Stored data

Content starts

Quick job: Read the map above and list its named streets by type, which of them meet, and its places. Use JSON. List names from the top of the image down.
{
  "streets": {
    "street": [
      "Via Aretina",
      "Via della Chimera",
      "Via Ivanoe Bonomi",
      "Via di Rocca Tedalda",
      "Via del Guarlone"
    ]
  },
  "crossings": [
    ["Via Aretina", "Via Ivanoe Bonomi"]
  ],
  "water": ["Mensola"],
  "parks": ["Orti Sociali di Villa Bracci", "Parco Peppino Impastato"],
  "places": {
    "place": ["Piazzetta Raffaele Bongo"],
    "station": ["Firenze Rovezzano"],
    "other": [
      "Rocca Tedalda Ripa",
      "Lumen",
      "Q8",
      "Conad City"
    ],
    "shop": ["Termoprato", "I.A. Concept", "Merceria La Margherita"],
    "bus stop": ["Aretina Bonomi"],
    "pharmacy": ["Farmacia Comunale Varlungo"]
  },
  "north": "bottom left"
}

Content ends

What you should do
All of the entries need to be given again, word for word.

Response area
Quick job: Read the map above and list its named streets by type, which of them meet, and its places. Use JSON. List names from the top of the image down.
{
  "streets": {
    "street": [
      "Via Aretina",
      "Via della Chimera",
      "Via Ivanoe Bonomi",
      "Via di Rocca Tedalda",
      "Via del Guarlone"
    ]
  },
  "crossings": [
    ["Via Aretina", "Via Ivanoe Bonomi"]
  ],
  "water": ["Mensola"],
  "parks": ["Orti Sociali di Villa Bracci", "Parco Peppino Impastato"],
  "places": {
    "place": ["Piazzetta Raffaele Bongo"],
    "station": ["Firenze Rovezzano"],
    "other": [
      "Rocca Tedalda Ripa",
      "Lumen",
      "Q8",
      "Conad City"
    ],
    "shop": ["Termoprato", "I.A. Concept", "Merceria La Margherita"],
    "bus stop": ["Aretina Bonomi"],
    "pharmacy": ["Farmacia Comunale Varlungo"]
  },
  "north": "bottom left"
}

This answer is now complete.